Work out how many lines of the entries have the word "linecap" in them. Respond with that number only.

# Saved entries
——————
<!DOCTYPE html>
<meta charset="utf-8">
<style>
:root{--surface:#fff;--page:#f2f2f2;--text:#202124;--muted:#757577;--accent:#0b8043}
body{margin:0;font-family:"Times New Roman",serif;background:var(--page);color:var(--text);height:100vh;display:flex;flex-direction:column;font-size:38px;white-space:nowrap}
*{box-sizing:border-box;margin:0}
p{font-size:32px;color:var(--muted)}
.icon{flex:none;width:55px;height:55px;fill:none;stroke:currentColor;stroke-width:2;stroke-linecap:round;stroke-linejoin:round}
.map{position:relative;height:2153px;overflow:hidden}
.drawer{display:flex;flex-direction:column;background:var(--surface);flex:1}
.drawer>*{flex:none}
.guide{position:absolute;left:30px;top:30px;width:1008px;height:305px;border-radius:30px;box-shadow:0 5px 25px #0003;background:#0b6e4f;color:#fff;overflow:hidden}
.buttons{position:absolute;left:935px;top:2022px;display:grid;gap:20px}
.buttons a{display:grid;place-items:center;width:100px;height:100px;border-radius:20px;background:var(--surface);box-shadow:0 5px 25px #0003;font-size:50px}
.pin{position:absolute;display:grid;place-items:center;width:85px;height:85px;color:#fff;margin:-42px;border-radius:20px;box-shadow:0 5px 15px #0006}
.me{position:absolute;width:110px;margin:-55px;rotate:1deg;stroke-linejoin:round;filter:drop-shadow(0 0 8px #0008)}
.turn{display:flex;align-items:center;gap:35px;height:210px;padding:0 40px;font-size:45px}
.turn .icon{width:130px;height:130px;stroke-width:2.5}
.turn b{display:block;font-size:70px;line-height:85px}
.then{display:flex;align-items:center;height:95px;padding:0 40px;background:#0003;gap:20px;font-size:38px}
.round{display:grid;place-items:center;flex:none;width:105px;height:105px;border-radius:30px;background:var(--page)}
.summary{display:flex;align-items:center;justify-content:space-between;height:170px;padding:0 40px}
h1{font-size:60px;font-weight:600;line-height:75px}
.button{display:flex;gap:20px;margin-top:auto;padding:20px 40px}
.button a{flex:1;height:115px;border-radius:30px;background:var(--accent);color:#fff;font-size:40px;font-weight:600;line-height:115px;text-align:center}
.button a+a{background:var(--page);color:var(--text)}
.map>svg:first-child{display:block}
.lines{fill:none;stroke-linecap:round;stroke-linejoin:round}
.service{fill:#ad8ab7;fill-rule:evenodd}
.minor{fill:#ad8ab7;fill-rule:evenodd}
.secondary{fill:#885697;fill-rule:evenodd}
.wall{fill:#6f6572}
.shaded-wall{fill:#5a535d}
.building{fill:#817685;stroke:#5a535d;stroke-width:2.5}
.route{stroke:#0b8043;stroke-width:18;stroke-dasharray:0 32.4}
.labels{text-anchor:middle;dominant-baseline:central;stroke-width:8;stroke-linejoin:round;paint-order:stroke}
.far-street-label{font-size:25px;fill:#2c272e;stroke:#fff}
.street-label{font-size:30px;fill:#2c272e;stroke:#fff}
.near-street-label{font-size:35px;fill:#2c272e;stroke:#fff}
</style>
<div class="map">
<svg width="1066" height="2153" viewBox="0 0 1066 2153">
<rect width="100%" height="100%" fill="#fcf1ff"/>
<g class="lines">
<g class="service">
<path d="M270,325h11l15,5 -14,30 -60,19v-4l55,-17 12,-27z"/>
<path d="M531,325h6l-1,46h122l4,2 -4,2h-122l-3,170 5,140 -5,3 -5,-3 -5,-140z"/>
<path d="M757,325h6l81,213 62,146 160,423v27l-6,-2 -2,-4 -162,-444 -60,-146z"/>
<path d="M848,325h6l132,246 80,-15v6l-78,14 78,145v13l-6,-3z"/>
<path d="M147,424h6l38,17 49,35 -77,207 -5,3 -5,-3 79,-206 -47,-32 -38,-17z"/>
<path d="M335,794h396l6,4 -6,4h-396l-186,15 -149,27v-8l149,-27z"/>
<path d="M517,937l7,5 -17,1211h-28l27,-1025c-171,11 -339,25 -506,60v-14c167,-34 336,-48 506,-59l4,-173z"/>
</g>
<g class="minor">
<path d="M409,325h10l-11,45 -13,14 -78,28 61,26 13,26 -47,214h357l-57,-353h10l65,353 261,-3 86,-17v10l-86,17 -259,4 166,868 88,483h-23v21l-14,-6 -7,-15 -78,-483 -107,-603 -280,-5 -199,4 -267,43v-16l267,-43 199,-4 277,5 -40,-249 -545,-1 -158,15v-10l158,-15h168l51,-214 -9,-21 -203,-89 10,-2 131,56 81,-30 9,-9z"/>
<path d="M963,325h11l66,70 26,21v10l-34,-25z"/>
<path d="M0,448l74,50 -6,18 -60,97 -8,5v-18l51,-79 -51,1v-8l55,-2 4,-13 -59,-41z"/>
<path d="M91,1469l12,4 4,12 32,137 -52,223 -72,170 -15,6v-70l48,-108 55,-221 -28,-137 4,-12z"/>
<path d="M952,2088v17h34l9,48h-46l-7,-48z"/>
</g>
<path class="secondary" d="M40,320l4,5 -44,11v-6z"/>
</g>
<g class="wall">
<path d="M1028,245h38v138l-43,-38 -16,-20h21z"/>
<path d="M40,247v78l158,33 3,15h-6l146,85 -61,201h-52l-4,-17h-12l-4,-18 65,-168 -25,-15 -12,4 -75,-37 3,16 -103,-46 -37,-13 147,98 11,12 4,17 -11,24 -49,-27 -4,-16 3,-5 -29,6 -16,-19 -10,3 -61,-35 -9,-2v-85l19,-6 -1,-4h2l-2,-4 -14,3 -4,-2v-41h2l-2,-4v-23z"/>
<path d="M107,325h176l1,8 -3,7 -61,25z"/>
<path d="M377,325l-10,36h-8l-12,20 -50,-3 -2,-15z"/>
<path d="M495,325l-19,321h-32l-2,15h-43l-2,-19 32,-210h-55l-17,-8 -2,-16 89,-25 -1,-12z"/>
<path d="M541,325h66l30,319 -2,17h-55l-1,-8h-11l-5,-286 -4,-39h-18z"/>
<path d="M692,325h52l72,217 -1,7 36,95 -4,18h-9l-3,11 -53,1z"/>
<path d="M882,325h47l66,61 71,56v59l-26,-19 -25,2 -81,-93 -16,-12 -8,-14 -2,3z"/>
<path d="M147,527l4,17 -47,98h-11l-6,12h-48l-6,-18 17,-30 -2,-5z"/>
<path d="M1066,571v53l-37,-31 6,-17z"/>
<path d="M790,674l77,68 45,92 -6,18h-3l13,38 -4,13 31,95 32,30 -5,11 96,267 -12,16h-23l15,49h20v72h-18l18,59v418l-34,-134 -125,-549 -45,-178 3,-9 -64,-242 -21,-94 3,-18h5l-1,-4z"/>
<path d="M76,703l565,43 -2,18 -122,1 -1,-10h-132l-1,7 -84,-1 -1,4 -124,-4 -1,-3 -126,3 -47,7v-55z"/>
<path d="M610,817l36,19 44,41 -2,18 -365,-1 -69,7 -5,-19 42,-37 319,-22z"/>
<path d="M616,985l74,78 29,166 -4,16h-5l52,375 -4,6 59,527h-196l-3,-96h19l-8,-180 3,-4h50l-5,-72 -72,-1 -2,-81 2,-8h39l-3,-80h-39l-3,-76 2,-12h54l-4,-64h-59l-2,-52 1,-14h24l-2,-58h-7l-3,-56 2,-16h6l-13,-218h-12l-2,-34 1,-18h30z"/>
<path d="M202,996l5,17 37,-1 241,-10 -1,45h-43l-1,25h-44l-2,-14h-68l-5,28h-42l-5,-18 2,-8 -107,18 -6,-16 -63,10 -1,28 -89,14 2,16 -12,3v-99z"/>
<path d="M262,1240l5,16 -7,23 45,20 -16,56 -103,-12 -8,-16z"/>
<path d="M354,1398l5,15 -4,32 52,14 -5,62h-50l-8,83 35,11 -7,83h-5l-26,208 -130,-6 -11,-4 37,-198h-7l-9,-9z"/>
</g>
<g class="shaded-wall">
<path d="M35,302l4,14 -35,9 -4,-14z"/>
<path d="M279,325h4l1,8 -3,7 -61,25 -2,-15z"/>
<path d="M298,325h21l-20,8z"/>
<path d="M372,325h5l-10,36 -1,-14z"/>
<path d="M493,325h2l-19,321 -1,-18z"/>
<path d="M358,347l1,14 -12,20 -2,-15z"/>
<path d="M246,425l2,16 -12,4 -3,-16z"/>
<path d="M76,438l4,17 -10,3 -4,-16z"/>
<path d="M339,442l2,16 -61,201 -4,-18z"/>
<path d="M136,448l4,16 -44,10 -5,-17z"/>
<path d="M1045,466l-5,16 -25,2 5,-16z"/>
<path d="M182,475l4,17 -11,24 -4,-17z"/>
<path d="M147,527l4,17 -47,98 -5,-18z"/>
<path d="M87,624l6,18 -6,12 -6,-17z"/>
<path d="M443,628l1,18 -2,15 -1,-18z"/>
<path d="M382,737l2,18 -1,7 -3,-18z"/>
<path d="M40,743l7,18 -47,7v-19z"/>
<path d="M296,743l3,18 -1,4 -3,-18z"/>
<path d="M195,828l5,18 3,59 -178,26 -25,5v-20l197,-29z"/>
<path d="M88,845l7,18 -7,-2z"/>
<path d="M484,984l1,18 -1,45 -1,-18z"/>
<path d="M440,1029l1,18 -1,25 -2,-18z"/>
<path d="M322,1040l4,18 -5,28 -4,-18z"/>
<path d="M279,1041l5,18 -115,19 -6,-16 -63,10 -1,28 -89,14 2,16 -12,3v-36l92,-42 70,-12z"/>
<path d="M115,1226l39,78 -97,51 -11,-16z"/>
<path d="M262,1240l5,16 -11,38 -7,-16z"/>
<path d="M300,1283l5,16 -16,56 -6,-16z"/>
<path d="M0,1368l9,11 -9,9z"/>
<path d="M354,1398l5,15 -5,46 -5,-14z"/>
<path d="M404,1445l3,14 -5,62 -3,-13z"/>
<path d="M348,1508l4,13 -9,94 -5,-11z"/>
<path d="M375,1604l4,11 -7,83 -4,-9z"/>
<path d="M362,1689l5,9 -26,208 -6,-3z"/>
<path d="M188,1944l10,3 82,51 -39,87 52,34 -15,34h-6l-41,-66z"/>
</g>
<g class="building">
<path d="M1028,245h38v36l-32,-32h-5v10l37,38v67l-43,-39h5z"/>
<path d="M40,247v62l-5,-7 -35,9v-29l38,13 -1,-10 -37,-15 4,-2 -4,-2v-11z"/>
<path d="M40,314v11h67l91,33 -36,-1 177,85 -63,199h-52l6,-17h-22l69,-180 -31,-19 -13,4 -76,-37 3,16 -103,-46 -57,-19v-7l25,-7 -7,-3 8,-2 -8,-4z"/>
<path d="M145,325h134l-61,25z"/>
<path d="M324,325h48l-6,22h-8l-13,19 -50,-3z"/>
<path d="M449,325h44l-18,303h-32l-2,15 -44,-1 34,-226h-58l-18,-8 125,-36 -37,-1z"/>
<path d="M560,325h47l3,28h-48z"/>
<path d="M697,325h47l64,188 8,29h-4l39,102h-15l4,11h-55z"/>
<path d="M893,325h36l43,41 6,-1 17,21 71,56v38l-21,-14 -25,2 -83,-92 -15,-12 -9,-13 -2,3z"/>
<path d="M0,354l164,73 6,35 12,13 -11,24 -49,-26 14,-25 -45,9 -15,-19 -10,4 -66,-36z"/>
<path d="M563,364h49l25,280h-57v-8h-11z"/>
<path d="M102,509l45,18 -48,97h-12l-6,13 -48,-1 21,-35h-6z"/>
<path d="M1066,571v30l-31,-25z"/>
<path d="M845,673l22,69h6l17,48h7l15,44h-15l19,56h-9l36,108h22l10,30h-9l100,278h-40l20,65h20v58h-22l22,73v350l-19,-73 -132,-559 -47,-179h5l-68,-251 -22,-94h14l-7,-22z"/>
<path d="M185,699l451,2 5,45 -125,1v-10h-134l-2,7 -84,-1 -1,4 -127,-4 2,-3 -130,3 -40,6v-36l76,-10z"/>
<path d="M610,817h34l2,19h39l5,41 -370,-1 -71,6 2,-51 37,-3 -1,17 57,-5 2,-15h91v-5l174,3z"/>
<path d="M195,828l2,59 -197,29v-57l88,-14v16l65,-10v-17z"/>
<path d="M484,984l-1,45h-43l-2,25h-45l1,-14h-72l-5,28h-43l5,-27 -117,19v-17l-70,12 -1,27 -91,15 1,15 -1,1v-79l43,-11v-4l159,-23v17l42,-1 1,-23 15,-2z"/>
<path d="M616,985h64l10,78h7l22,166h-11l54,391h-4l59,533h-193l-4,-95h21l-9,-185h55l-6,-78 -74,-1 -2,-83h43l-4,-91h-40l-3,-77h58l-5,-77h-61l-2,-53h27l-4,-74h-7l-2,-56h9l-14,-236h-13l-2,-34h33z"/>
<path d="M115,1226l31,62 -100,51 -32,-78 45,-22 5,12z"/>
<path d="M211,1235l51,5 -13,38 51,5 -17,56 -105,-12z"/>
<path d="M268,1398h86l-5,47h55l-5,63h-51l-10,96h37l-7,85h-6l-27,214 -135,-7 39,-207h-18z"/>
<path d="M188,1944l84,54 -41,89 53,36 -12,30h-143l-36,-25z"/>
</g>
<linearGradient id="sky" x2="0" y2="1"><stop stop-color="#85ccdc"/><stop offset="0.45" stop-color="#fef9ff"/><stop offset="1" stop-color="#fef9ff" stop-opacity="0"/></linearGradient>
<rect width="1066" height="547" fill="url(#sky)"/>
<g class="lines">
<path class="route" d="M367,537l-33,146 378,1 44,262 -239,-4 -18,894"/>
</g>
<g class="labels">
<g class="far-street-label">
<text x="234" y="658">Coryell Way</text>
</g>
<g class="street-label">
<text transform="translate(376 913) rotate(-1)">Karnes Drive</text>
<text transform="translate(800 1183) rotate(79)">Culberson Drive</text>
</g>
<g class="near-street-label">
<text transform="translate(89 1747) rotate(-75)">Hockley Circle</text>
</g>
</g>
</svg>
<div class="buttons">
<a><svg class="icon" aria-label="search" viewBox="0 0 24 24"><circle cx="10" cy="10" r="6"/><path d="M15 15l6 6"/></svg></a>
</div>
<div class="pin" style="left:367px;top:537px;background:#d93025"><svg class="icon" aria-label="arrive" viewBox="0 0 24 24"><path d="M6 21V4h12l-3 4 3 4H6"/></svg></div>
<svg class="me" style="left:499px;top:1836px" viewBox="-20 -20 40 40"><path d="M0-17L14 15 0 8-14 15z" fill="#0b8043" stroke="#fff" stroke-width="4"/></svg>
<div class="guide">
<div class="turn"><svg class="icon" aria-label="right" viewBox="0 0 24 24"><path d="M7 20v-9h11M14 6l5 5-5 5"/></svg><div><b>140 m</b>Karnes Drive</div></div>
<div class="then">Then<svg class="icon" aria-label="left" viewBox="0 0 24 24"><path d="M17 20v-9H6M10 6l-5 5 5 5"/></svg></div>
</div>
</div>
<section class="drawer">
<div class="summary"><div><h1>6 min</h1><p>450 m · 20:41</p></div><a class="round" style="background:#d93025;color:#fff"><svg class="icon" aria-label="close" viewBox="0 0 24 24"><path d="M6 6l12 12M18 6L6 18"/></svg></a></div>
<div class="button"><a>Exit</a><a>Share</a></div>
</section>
——————
# Output
2